__Given records__:
-- -- --

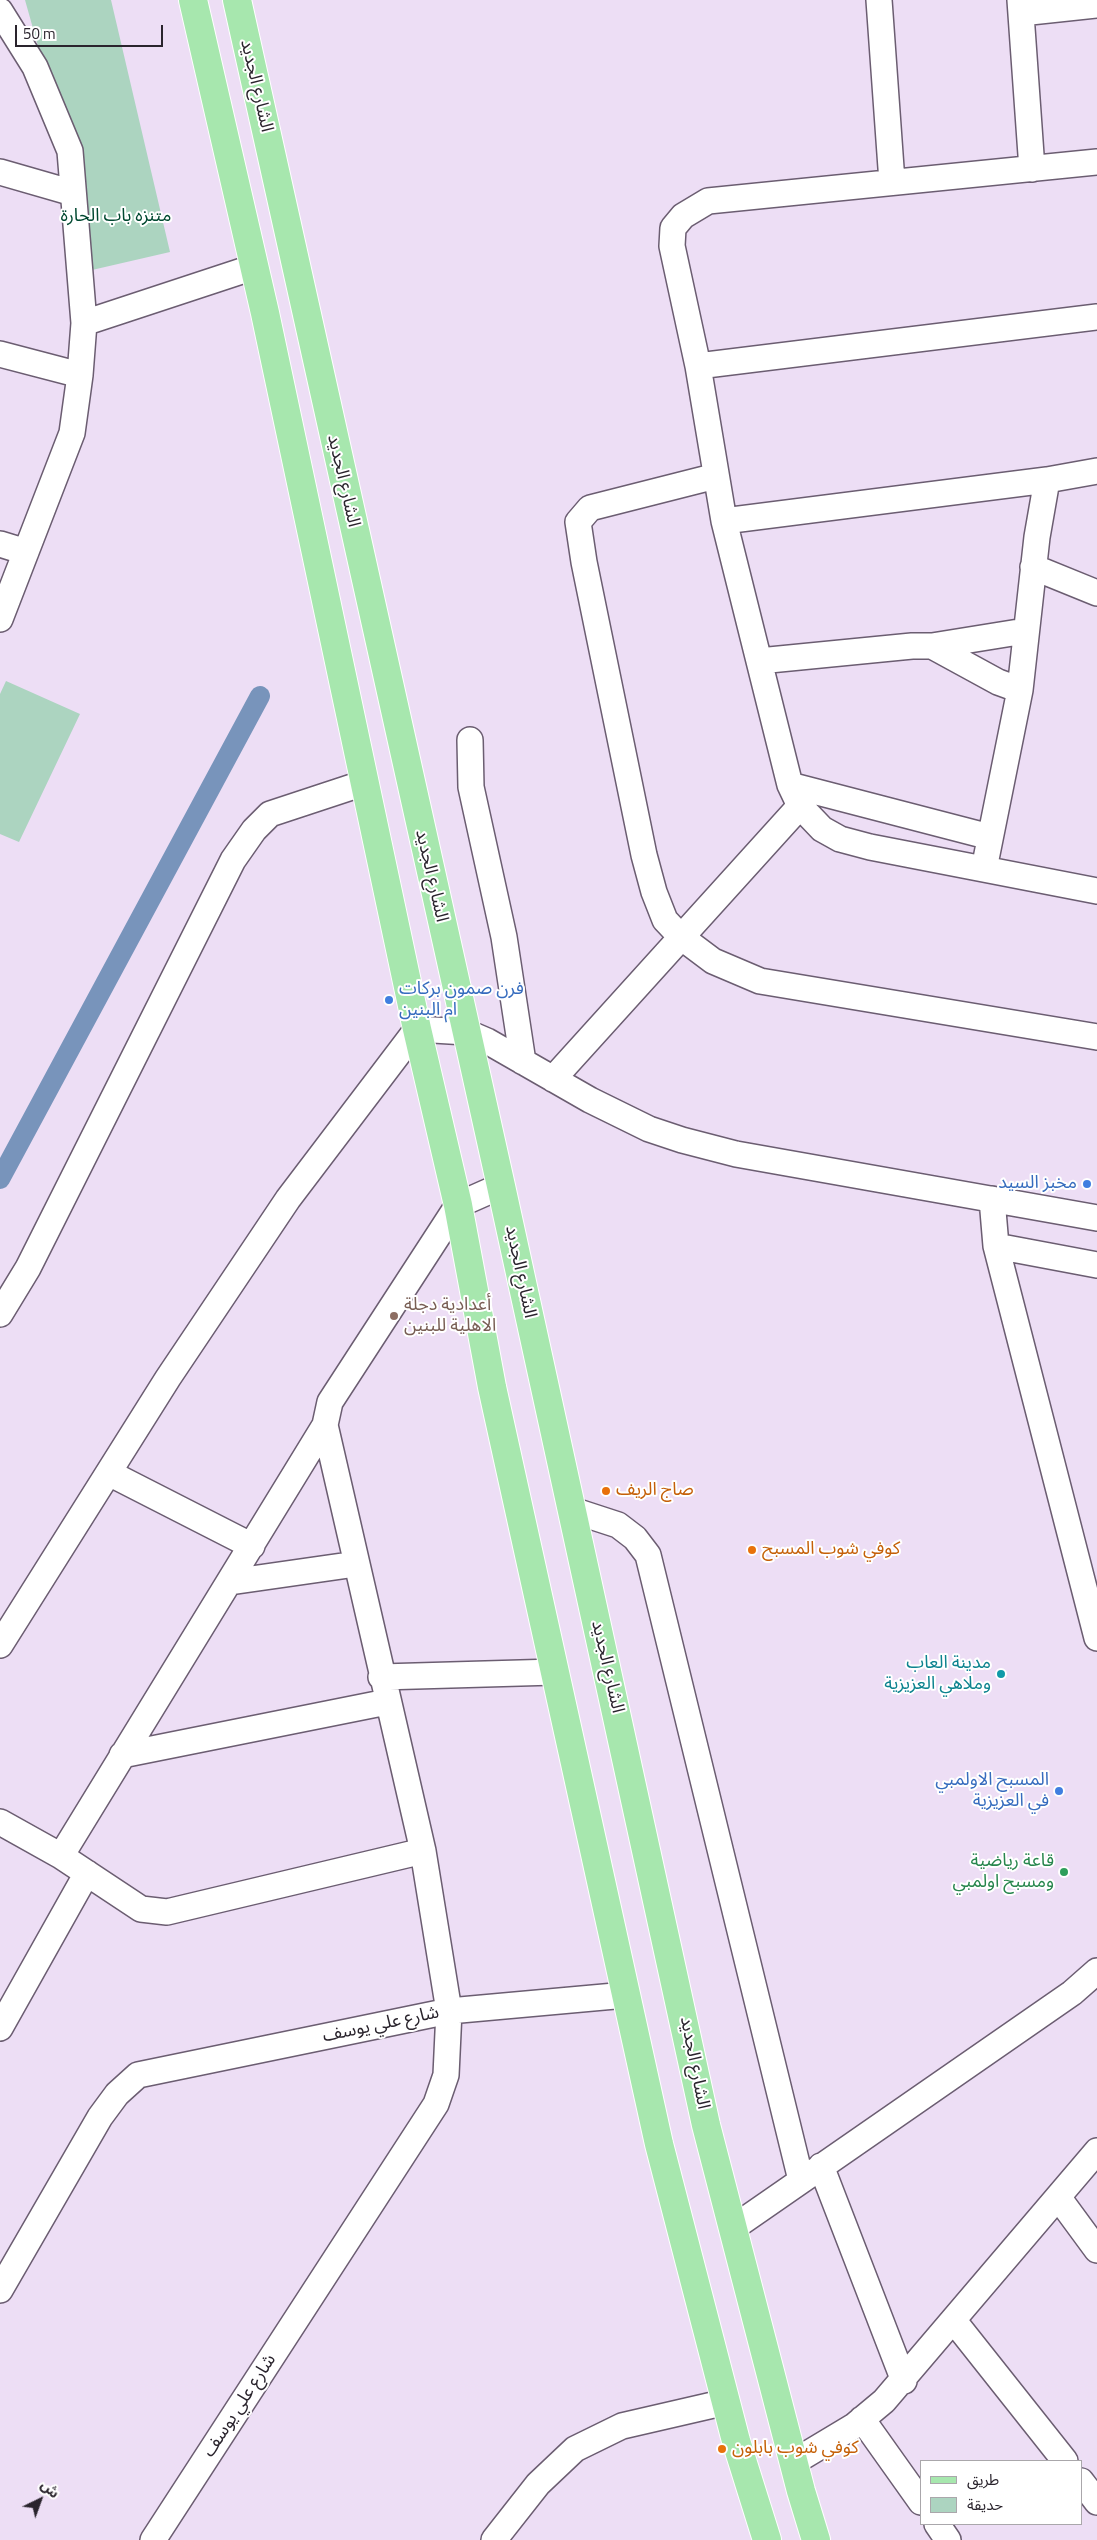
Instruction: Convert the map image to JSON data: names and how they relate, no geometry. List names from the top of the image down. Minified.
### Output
{"streets":{"main road":["الشارع الجديد"],"street":["شارع علي يوسف"]},"parks":["متنزه باب الحارة"],"places":["فرن صمون بركات ام البنين","مخبز السيد","أعدادية دجلة الاهلية للبنين","صاج الريف","كوفي شوب المسبح","مدينة العاب وملاهي العزيزية","المسبح الاولمبي في العزيزية","قاعة رياضية ومسبح اولمبي","كوفي شوب بابلون"],"legend":["طريق","حديقة"],"scale_bar":"50 m","north":"top right"}
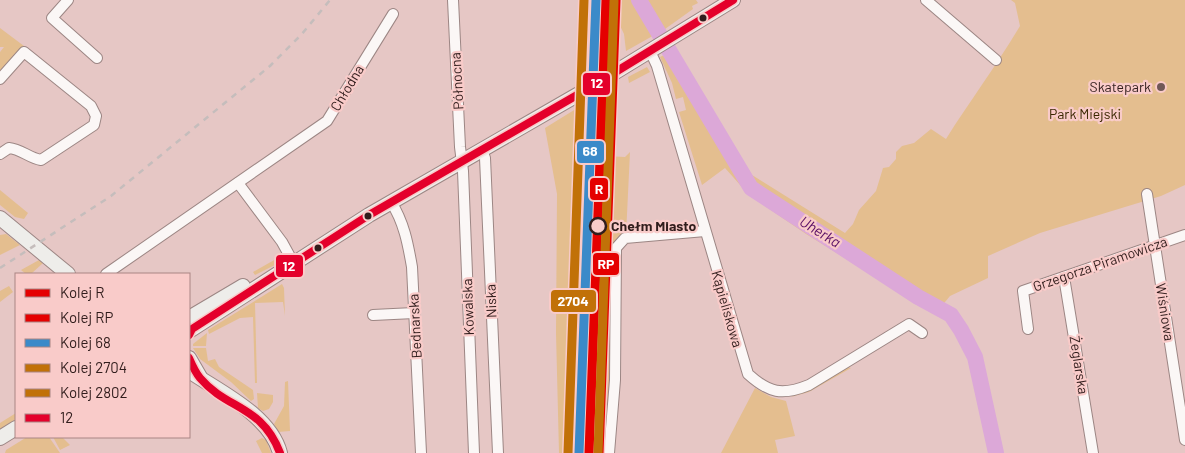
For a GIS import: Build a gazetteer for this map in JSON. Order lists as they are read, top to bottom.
{
  "streets": {
    "street": [
      "Północna",
      "Chłodna",
      "Grzegorza Piramowicza",
      "Niska",
      "Kowalska",
      "Kąpieliskowa",
      "Wiśniowa",
      "Bednarska",
      "Żeglarska"
    ]
  },
  "crossings": [
    ["Północna", "Kowalska"],
    ["Grzegorza Piramowicza", "Wiśniowa"],
    ["Grzegorza Piramowicza", "Żeglarska"]
  ],
  "water": ["Uherka"],
  "parks": ["Park Miejski"],
  "places": ["Skatepark", "Chełm Miasto"],
  "lines": [
    "rail line R",
    "rail line RP",
    "rail line 68",
    "rail line 2704",
    "transit line 12",
    "rail line 2802"
  ],
  "legend": [
    "Kolej R",
    "Kolej RP",
    "Kolej 68",
    "Kolej 2704",
    "Kolej 2802",
    "12"
  ]
}
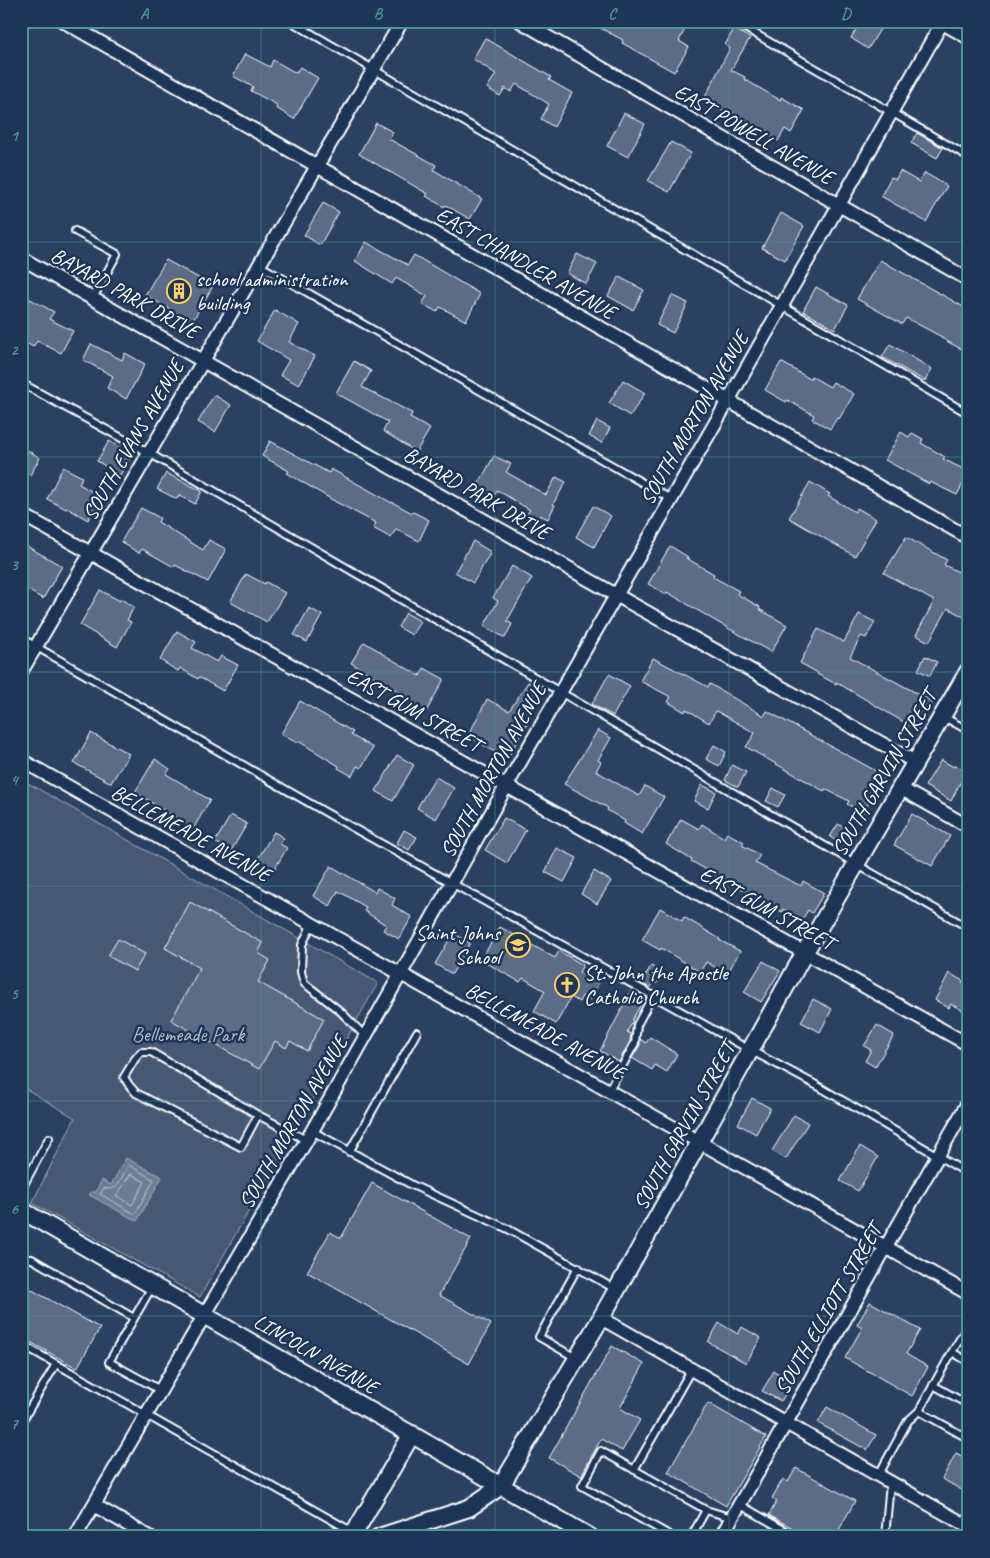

-- -- --

__Exercise instructions__:
Without the pictures, reproduce every record exactly as it appears above.

__Expected answer__:
Instruction: Convert the map image to JSON data: names and how they relate, no geometry. List names from the top of the image down. Minified.
### Output
{"streets":{"main road":["الشارع الجديد"],"street":["شارع علي يوسف"]},"parks":["متنزه باب الحارة"],"places":["فرن صمون بركات ام البنين","مخبز السيد","أعدادية دجلة الاهلية للبنين","صاج الريف","كوفي شوب المسبح","مدينة العاب وملاهي العزيزية","المسبح الاولمبي في العزيزية","قاعة رياضية ومسبح اولمبي","كوفي شوب بابلون"],"legend":["طريق","حديقة"],"scale_bar":"50 m","north":"top right"}
For a GIS import: Build a gazetteer for this map in JSON. Order lists as they are read, top to bottom.
{
  "streets": {
    "street": [
      "Północna",
      "Chłodna",
      "Grzegorza Piramowicza",
      "Niska",
      "Kowalska",
      "Kąpieliskowa",
      "Wiśniowa",
      "Bednarska",
      "Żeglarska"
    ]
  },
  "crossings": [
    ["Północna", "Kowalska"],
    ["Grzegorza Piramowicza", "Wiśniowa"],
    ["Grzegorza Piramowicza", "Żeglarska"]
  ],
  "water": ["Uherka"],
  "parks": ["Park Miejski"],
  "places": ["Skatepark", "Chełm Miasto"],
  "lines": [
    "rail line R",
    "rail line RP",
    "rail line 68",
    "rail line 2704",
    "transit line 12",
    "rail line 2802"
  ],
  "legend": [
    "Kolej R",
    "Kolej RP",
    "Kolej 68",
    "Kolej 2704",
    "Kolej 2802",
    "12"
  ]
}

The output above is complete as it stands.